Un beau défi que représente ce roman: retracer l'histoire d'une amitié que beaucoup qualifieraient de difficile voire d'impossible dans le contexte social et politique tendu que ces dernières années ont montré.
Mounir et Raphaël se sont rencontrés sur les bancs de l'école dans les années 60. Tous deux sont Marocains et leurs familles ont été amenées à fuir le pays.
Mounir est musulman et Raphaël d'origine juive.
Dans les années 60 et le début des années 70, rien ne menace a priori les relations entre les différentes communautés.
C'est à partir de la guerre du Liban que tout se dégrade comme le montre admirablement bien l'auteur
Thierry Cohen dont on sent beaucoup d'autobiographie dans ce livre.
La défense des Palestiniens va "occuper" le débat politique et l'approche des deux communautés sera très différente.
Les événements se succèdent: Sabra et Chatila au Liban, guerre du Golfe et à chaque fois de nouvelles tensions apparaissent.
C'est aussi l'évolution de la société qui apparaît au travers de ce livre.
L'auteur montre comment la question religieuse devient de plus en plus présente et au coeur du débat sur la laïcité, sujet ô combien d'actualité.
Un débat qui se pose dès les années 80 avec la question du port du foulard à l'école; la question aussi de la pratique religieuse de Raphaël qui doit quitter son entreprise en raison des nombreux séminaires ayant lieu le samedi.
Tout a une résonance particulière dans ce livre tant il épouse les soubresauts dramatiques des derniers événements et faits de société.

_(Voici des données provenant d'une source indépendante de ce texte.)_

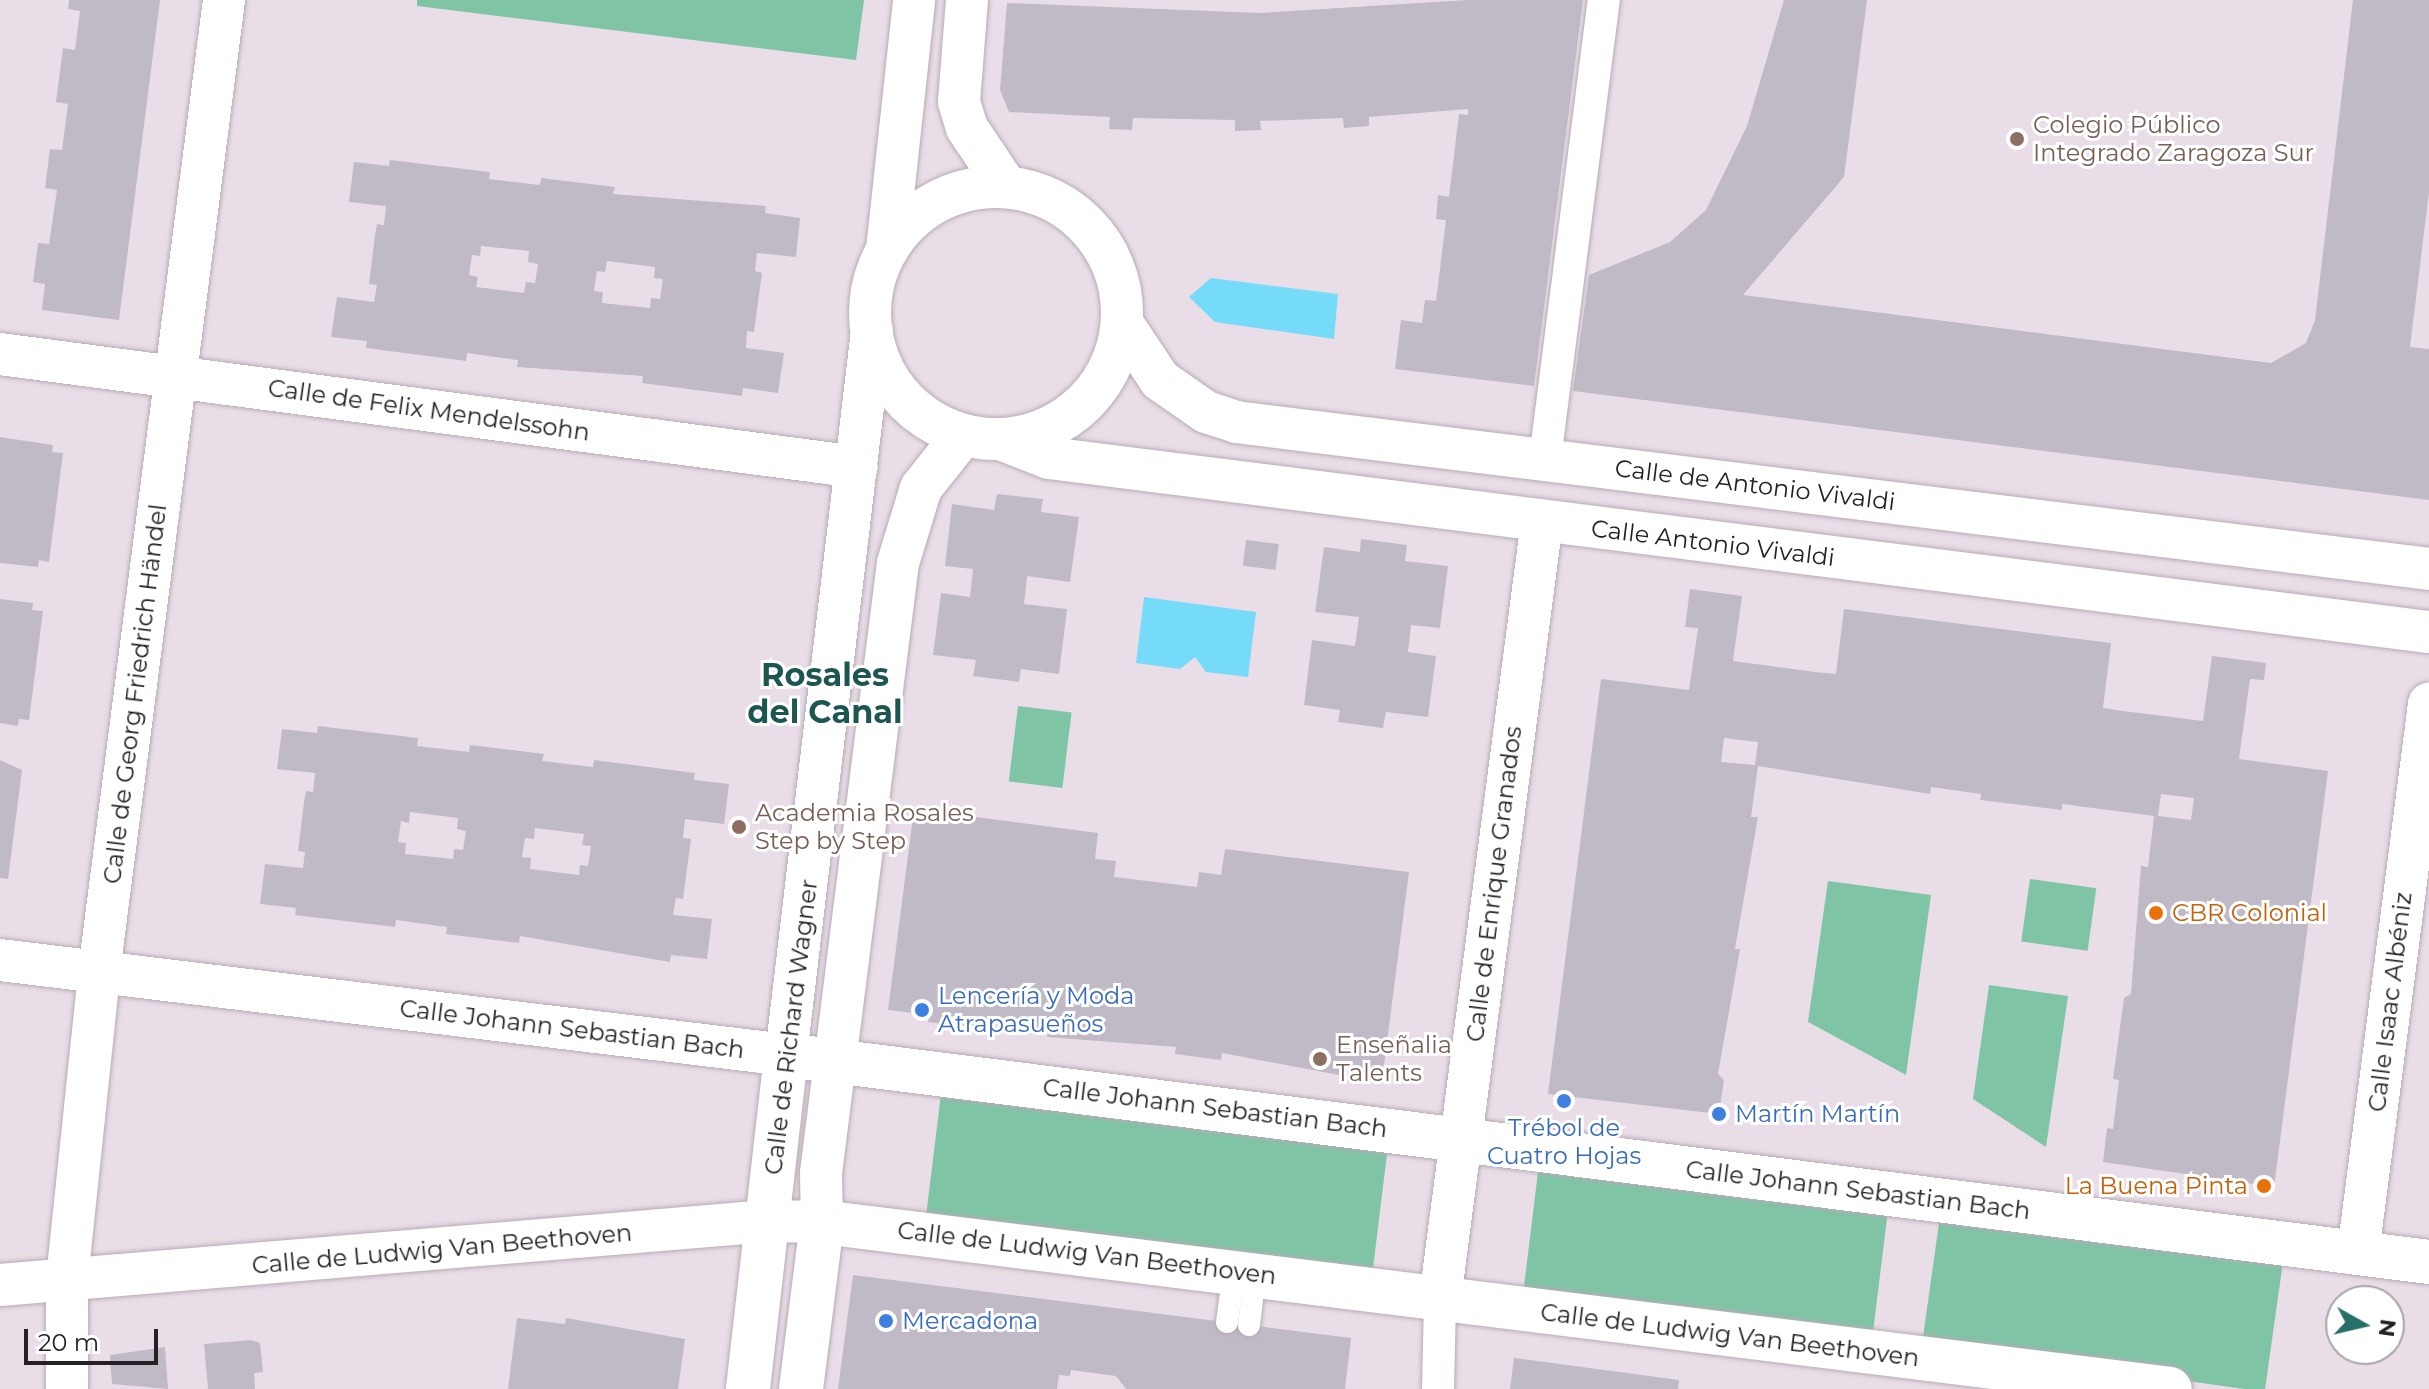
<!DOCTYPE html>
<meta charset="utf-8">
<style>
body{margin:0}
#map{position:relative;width:2429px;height:1389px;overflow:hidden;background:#e9dee8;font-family:Montserrat,sans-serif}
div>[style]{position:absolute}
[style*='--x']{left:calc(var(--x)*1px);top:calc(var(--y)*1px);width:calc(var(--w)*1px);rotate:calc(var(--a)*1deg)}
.green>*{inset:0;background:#7fc4a5;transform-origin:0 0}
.water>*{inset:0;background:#75dbf8}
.building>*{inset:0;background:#c0bac6;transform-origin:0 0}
.roads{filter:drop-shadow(0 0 2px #b7acb6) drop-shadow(0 0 2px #b7acb6)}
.service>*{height:22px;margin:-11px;padding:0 11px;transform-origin:11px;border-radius:11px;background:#fff}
.pedestrian>*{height:32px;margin:-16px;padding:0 16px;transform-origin:16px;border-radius:16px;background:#fff}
.minor>*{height:42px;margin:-21px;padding:0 21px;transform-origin:21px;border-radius:21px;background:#fff}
.minor>.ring{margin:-21px;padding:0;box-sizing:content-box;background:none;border:42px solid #fff;border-radius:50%}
.tertiary>*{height:44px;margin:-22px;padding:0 22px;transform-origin:22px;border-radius:22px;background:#fff}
.dots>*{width:22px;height:22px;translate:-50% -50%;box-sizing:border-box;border:4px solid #fff;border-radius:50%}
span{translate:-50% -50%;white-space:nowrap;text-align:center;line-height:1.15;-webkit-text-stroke:6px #fff;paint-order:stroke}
.education-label{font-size:24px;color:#785e54}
.left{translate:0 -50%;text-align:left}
.street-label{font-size:24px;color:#242024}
.food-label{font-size:24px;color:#c56008}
.right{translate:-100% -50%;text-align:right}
.shop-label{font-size:24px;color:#366cbe}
.district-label{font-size:32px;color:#1d5650;font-weight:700}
.north{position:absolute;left:2325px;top:1285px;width:80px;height:80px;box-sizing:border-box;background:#fff;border:2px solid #a7a6a7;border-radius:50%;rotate:98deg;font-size:22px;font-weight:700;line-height:32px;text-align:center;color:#242024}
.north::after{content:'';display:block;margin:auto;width:28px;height:36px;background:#277068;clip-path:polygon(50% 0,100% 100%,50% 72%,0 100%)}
.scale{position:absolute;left:24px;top:1329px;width:134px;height:36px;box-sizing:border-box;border:4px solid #242024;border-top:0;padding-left:10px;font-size:24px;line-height:28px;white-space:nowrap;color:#242024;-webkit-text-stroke:6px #fff;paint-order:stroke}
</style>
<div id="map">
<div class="green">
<i style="clip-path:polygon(417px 0,864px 0,856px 60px,417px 6px)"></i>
<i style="left:1018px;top:706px;width:54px;height:76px;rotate:7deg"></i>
<i style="left:2030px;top:879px;width:67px;height:63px;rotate:8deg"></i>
<i style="clip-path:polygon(1828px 881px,1931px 895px,1906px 1075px,1808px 1022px)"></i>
<i style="clip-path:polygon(1989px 985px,2068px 996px,2046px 1147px,1973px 1099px)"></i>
<i style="left:941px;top:1094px;width:450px;height:127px;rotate:7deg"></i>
<i style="left:1539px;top:1164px;width:352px;height:132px;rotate:7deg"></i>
<i style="left:1940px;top:1216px;width:346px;height:129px;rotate:8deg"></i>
</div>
<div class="water">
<i style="clip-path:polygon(1211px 278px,1338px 294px,1334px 339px,1215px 322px,1189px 297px)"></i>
<i style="clip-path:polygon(1144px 597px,1256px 612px,1248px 677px,1206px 672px,1195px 657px,1180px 669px,1136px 663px)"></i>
</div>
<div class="building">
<i style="clip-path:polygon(69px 0,160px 0,119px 320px,42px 310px,45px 284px,33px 282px,38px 243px,49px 244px,57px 190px,45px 188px,50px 149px,62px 150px,68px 104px,56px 102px,63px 48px,75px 50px,80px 11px,68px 9px)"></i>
<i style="clip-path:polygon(1467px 0,1583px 0,1534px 386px,1395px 369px,1401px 320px,1422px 323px,1425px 300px,1436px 301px,1446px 220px,1436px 219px,1438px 195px,1449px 197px,1459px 114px,1468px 115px,1468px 109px,1369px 117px,1369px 126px,1344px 128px,1343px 118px,1260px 121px,1261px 130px,1235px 131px,1235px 120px,1133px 118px,1132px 130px,1109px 129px,1110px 117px,1009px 112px,1000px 90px,1007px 3px,1260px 13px)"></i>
<i style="clip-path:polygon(1784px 0,1867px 0,1844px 177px,1743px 295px,2271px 363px,2306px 343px,2315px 320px,2353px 0,2429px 0,2429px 192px,2410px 347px,2429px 349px,2429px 500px,1573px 391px,1589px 275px,1670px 242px,1706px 210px,1747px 126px)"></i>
<i style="clip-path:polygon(evenodd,390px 160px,490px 172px,489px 179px,540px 185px,541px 178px,615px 187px,613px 194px,766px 206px,765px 213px,800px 218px,796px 257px,757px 253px,755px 271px,762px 273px,754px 332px,747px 331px,746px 348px,784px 353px,778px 393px,743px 388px,742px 396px,642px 383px,643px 376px,517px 367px,518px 360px,467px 353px,466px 361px,366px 348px,367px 341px,331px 337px,337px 297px,374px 302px,377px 285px,369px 284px,375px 235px,377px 224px,384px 225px,386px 206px,349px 202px,354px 162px,389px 166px,390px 160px,481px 246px,529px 251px,528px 262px,538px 264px,535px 283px,526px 282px,524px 293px,476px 287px,478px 277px,469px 275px,472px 255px,480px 256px,481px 246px,390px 160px,607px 261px,655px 267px,654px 278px,663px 279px,660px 299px,651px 298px,650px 308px,602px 303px,603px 292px,594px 291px,597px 271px,605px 272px,607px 261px)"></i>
<i style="clip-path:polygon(0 437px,53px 445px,52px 452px,63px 453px,49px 562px,39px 560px,38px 567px,0 563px)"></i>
<i style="clip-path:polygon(997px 494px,1043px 499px,1041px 512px,1079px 517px,1070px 582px,1027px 576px,1024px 604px,1067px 609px,1059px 674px,1021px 669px,1019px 682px,973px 676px,976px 660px,933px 655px,941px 593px,970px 597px,973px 569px,945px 566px,952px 504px,994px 510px)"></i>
<i style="clip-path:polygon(1361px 539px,1407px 545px,1405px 561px,1448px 566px,1440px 628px,1411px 625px,1408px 652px,1436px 656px,1428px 717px,1386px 712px,1383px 728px,1338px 722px,1340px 710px,1304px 705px,1312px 640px,1355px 646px,1359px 617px,1315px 612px,1324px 547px,1360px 552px)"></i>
<i style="left:1246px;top:540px;width:33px;height:26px;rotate:7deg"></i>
<i style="clip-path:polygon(evenodd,1690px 589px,1742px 596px,1733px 661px,1815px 672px,1836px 674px,1844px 609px,2111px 643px,2103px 708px,2123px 711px,2203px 721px,2212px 656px,2266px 663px,2264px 680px,2250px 679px,2239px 759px,2328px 771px,2274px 1187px,2103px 1162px,2107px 1128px,2113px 1129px,2119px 1080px,2113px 1079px,2124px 998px,2131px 994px,2141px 866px,2148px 867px,2154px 816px,2062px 804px,2062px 810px,1980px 800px,1981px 794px,1931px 787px,1930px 794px,1758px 766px,1751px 817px,1758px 817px,1735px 949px,1740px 949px,1718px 1074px,1724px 1080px,1719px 1114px,1548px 1094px,1601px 679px,1689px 690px,1698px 628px,1685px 627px,1690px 589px,1724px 738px,1758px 742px,1755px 765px,1721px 762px,1724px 738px,1690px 589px,2161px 794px,2194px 798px,2191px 820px,2158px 816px,2161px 794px)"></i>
<i style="clip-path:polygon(0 599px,33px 603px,32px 610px,43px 611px,29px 720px,19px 719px,18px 726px,0 723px)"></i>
<i style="clip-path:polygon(evenodd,318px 726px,418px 738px,417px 746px,469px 752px,470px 745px,544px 754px,542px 761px,593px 767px,594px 760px,695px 773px,694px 780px,729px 784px,724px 824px,685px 819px,683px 838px,691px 839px,683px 899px,676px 898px,673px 915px,712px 919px,707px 959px,671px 955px,670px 962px,520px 936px,519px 943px,446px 934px,447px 927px,396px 920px,395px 927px,295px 915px,296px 908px,260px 904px,265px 864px,303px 868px,305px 852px,298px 851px,304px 802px,306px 791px,313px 792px,315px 773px,277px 769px,282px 729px,317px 733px,318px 726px,410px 812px,458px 818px,457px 829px,466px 831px,463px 850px,454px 849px,453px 859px,405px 854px,406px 843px,398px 842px,401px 821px,409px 823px,410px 812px,318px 726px,535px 828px,584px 834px,582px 845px,591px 846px,588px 866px,580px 865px,579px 875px,530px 869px,531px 858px,522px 857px,525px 838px,534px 839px,535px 828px)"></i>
<i style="clip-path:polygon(0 760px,22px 770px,8px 879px,0 878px)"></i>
<i style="clip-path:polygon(914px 809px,1098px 833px,1095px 859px,1116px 861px,1114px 877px,1197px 887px,1199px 872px,1221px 875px,1225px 849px,1409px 872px,1383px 1073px,1340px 1068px,1339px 1075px,1222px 1053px,1221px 1060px,1175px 1054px,1176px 1047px,1047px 1037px,1048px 1030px,976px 1021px,975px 1028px,928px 1022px,930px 1015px,888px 1010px)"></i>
<i style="clip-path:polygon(853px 1275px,1351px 1338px,1345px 1389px,1126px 1389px,1116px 1376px,1071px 1370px,1070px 1376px,1059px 1375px,1057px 1389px,838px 1389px)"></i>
<i style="clip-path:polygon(517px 1318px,565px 1324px,566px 1318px,685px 1339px,678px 1389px,508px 1389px)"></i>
<i style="clip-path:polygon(251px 1340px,260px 1343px,263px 1372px,254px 1373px,255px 1389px,208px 1389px,204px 1344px)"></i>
<i style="clip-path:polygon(165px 1347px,168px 1389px,112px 1384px,110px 1355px)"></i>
<i style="clip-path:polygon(1514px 1358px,1679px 1380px,1678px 1389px,1510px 1389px)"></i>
</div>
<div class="roads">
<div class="service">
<i style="--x:1227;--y:1322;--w:50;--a:-82"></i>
<i style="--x:1249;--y:1325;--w:50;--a:-83.2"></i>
</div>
<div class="pedestrian">
<i style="--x:1545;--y:459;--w:463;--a:-82.7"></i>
<i style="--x:1438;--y:1389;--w:90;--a:-88.7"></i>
</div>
<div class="minor">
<i style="--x:967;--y:0;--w:102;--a:94.5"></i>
<i style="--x:959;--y:102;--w:27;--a:73"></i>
<i style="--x:967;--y:128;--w:70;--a:56.1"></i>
<i class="ring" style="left:870px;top:187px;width:210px;height:210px"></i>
<i style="--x:887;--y:250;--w:251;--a:-83.8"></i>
<i style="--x:1122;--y:323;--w:69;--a:56.3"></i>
<i style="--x:1160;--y:380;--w:56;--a:34.8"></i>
<i style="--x:1206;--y:412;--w:32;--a:18"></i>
<i style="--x:1236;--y:422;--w:1202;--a:7.02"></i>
<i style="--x:0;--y:354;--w:864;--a:7.51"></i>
<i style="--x:1000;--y:439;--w:53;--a:21.2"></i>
<i style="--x:1049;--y:458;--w:1391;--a:7.19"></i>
<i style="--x:0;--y:960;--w:792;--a:6.89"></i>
<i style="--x:786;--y:1055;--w:729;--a:-83.23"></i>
<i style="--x:2358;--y:1253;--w:554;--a:-82.63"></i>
<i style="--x:0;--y:1285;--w:771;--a:-4.76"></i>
<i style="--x:768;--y:1221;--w:54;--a:1.1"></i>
<i style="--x:822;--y:1222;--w:49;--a:-91.2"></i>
<i style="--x:821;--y:1173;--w:615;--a:-82.81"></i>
<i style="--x:898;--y:563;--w:78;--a:-73"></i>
<i style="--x:921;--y:488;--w:68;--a:-51.6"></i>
<i style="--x:1440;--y:1299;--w:785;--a:-82.53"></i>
<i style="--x:67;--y:1389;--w:110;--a:-90"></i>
<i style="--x:67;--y:1279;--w:309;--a:-84"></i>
<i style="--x:99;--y:972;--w:980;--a:-82.67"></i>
</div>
<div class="tertiary">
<i style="--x:748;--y:1389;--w:336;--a:-83.5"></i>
<i style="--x:786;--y:1055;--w:1656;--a:7.18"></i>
<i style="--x:801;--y:1389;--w:168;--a:-82.8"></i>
<i style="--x:822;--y:1222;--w:1358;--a:7.06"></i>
</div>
</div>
<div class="dots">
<i style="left:2017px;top:139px;background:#8d6e63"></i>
<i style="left:739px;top:827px;background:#8d6e63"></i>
<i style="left:2156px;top:913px;background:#e8710a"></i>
<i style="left:922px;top:1010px;background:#3f7fe0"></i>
<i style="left:1320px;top:1059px;background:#8d6e63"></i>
<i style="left:1564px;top:1101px;background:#3f7fe0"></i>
<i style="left:1719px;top:1114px;background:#3f7fe0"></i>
<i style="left:2264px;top:1186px;background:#e8710a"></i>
<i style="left:886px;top:1321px;background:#3f7fe0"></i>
</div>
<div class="education-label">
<span class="left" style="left:2033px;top:139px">Colegio Público<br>Integrado Zaragoza Sur</span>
<span class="left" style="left:755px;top:827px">Academia Rosales<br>Step by Step</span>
<span class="left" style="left:1336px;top:1059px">Enseñalia<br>Talents</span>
</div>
<div class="street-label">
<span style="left:429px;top:410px;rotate:8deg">Calle de Felix Mendelssohn</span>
<span style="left:1755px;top:485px;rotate:7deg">Calle de Antonio Vivaldi</span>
<span style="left:1713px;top:543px;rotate:7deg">Calle Antonio Vivaldi</span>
<span style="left:135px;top:694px;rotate:-83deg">Calle de Georg Friedrich Händel</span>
<span style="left:1494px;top:884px;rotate:-83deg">Calle de Enrique Granados</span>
<span style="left:2390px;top:1002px;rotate:-83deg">Calle Isaac Albéniz</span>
<span style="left:791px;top:1027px;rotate:-83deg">Calle de Richard Wagner</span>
<span style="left:572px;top:1029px;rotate:7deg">Calle Johann Sebastian Bach</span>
<span style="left:1215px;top:1108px;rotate:7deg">Calle Johann Sebastian Bach</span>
<span style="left:1858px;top:1190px;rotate:7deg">Calle Johann Sebastian Bach</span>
<span style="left:442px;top:1249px;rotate:-5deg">Calle de Ludwig Van Beethoven</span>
<span style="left:1087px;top:1253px;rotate:7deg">Calle de Ludwig Van Beethoven</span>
<span style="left:1730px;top:1335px;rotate:7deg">Calle de Ludwig Van Beethoven</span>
</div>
<div class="food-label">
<span class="left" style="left:2172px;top:913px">CBR Colonial</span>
<span class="right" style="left:2248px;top:1186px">La Buena Pinta</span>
</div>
<div class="shop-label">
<span class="left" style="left:938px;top:1010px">Lencería y Moda<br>Atrapasueños</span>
<span class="left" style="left:1735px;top:1114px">Martín Martín</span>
<span style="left:1564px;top:1142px">Trébol de<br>Cuatro Hojas</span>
<span class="left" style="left:902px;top:1321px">Mercadona</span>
</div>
<div class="district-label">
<span style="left:825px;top:694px">Rosales<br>del Canal</span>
</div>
<div class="north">N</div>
<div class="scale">20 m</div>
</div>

C'est une belle réussite car la valeur de témoignage est forte, et nous sommes loin des clichés: ainsi on est émus par la peine qu'éprouvent les parents de Raphaël, juifs d'origine marocaine, lors de la mort du roi du Maroc
Hassan II.
Témoignage historique éloigné des clichés, témoignage sur deux communautés appelées à vivre des moments difficiles.
Un livre qui marque.
Bravo à
Thierry Cohen qui s'éloigne ici des thrillers qu'il avait l'habitude d'écrire pour évoquer un sujet plus grave.
Une belle manière d'évoquer l'histoire de la France de ces dernières années.
Thierry Cohen reconnaît que c'est le livre le plus personnel qu'il ait écrit jusqu'ici. Un livre qui touche à l'identité.
Le sujet lui a été inspiré par l'assassinat en 2006 de Ian Halimi, événement tragique qui a inspiré le très beau livre d'
Emilie Frèche (24 jours) que j'ai lu récemment et commenté sur Babelio.
Ce roman à deux voix, une voix juive et une voix musulmane a nécessité de la part de l'auteur beaucoup d'enquêtes, des interviews et des témoignages.
Au terme de ce travail de longue haleine, l'auteur a la tristesse de constater que juifs et musulmans de France ne se connaissent plus.
Même si les parcours des héros de ce livre n'ont pas vocation à être représentatifs de toute la communauté juive et de la communauté musulmane, ce livre fait beaucoup réfléchir. Et c'est sa force.